→ INSTRUCTIONS FOR THE TASK:
Restate word for word the entries below, starting with the line with "746px,263px 827px,203px 832px,196px" and continuing through the line with "759px,528px 822px,432px 830px,430px". Include both of those lines and no others.

(Records from a data source)
====

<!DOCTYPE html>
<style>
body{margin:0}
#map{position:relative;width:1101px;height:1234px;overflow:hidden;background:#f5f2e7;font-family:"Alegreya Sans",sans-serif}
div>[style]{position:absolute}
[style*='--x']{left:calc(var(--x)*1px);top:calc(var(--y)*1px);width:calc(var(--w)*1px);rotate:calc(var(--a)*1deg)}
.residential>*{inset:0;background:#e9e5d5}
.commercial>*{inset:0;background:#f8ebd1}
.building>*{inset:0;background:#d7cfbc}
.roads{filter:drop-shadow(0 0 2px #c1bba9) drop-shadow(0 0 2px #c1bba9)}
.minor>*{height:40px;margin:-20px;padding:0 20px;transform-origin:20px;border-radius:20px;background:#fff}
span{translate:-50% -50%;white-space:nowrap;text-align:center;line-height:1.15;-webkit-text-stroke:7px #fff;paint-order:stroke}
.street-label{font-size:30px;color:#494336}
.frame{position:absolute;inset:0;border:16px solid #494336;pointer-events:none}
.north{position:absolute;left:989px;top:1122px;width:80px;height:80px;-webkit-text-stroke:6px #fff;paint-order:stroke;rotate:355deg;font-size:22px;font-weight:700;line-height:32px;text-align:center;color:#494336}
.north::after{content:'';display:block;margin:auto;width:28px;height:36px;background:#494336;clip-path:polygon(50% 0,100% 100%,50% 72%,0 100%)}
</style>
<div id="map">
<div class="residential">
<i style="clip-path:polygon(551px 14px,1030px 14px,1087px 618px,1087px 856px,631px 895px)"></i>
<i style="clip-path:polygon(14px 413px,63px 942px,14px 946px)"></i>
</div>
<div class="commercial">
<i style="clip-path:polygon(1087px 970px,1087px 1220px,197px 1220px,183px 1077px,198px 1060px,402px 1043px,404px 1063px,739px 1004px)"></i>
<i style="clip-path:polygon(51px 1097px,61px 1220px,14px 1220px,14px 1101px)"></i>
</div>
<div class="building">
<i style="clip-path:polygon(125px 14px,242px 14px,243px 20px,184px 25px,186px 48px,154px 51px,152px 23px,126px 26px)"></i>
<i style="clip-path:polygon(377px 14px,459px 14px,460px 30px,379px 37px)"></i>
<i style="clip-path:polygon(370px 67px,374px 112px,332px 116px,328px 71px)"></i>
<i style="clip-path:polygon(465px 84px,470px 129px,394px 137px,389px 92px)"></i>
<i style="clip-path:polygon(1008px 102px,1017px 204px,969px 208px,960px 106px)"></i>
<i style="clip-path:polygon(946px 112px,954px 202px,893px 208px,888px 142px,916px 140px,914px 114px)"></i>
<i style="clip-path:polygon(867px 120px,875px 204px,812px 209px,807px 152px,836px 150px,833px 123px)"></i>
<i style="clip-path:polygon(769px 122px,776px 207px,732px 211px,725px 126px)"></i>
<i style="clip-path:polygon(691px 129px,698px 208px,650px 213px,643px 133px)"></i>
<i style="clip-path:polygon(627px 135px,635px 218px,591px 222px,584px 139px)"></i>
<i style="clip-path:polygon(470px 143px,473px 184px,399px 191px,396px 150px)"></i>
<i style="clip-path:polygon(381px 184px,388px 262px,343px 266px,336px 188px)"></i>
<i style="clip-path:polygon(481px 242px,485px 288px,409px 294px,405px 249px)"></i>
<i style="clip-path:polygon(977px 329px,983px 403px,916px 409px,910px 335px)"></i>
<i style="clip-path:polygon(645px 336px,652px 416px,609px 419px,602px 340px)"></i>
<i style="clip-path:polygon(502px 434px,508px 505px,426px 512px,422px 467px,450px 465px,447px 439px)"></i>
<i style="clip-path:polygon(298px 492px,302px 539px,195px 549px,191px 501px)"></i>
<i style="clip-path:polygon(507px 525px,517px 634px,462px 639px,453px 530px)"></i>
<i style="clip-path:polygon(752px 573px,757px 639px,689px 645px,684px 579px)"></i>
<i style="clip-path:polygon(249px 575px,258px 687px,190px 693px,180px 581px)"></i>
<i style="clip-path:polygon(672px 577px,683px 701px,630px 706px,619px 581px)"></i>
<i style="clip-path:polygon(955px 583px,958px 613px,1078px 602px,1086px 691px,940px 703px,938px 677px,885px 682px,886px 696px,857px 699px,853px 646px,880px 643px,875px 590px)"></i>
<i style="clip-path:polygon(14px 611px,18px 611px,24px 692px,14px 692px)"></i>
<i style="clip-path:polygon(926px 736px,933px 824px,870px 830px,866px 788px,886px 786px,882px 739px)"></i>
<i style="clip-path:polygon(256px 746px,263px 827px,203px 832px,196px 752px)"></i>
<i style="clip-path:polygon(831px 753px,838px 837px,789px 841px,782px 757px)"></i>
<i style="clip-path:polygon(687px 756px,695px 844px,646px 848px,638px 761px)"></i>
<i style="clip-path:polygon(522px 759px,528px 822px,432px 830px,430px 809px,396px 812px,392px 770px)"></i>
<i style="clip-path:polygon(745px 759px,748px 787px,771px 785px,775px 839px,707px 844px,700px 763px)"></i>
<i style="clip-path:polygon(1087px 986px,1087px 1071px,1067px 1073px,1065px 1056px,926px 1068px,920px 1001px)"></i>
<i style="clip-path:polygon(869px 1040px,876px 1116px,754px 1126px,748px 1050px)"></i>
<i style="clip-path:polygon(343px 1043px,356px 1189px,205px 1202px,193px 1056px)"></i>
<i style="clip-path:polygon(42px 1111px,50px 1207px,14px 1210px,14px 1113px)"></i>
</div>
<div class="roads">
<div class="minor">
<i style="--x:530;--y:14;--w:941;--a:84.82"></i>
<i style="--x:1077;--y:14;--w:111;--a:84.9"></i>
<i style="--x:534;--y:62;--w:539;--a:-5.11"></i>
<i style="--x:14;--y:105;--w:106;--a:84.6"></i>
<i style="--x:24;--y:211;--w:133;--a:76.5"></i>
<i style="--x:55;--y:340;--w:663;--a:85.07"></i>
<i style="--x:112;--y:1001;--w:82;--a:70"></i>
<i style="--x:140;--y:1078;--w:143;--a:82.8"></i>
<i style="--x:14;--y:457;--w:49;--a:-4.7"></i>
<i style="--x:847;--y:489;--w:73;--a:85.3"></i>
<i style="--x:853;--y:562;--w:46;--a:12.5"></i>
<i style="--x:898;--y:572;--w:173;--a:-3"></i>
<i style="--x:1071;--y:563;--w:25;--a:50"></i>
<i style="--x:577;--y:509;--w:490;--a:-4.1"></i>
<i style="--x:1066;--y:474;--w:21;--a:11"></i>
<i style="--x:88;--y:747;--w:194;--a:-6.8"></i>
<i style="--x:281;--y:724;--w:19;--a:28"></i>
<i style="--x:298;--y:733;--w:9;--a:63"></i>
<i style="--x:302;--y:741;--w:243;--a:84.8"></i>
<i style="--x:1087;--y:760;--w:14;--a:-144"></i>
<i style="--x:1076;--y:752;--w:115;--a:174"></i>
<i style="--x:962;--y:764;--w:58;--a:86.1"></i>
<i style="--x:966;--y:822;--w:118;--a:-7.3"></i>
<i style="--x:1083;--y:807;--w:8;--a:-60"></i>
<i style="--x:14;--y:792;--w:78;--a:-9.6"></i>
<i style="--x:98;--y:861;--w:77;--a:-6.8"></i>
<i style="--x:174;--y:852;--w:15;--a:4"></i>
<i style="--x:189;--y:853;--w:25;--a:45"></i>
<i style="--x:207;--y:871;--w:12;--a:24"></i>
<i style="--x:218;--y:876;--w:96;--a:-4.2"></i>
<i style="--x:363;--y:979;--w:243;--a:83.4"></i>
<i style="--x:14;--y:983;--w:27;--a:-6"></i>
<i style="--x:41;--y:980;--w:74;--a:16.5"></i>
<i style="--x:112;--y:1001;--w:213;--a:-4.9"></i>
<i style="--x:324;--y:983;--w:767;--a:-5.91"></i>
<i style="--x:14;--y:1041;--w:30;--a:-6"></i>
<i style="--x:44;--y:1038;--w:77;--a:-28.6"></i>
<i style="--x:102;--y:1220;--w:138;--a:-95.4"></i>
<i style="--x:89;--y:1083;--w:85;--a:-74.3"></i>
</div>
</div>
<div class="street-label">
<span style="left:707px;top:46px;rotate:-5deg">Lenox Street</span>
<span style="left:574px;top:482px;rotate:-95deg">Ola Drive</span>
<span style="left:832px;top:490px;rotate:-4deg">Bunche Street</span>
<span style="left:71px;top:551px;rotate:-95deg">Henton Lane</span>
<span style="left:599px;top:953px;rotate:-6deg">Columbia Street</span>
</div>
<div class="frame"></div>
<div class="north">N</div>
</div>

====

→ SOLUTION FOR THIS TASK:
<i style="clip-path:polygon(256px 746px,263px 827px,203px 832px,196px 752px)"></i>
<i style="clip-path:polygon(831px 753px,838px 837px,789px 841px,782px 757px)"></i>
<i style="clip-path:polygon(687px 756px,695px 844px,646px 848px,638px 761px)"></i>
<i style="clip-path:polygon(522px 759px,528px 822px,432px 830px,430px 809px,396px 812px,392px 770px)"></i>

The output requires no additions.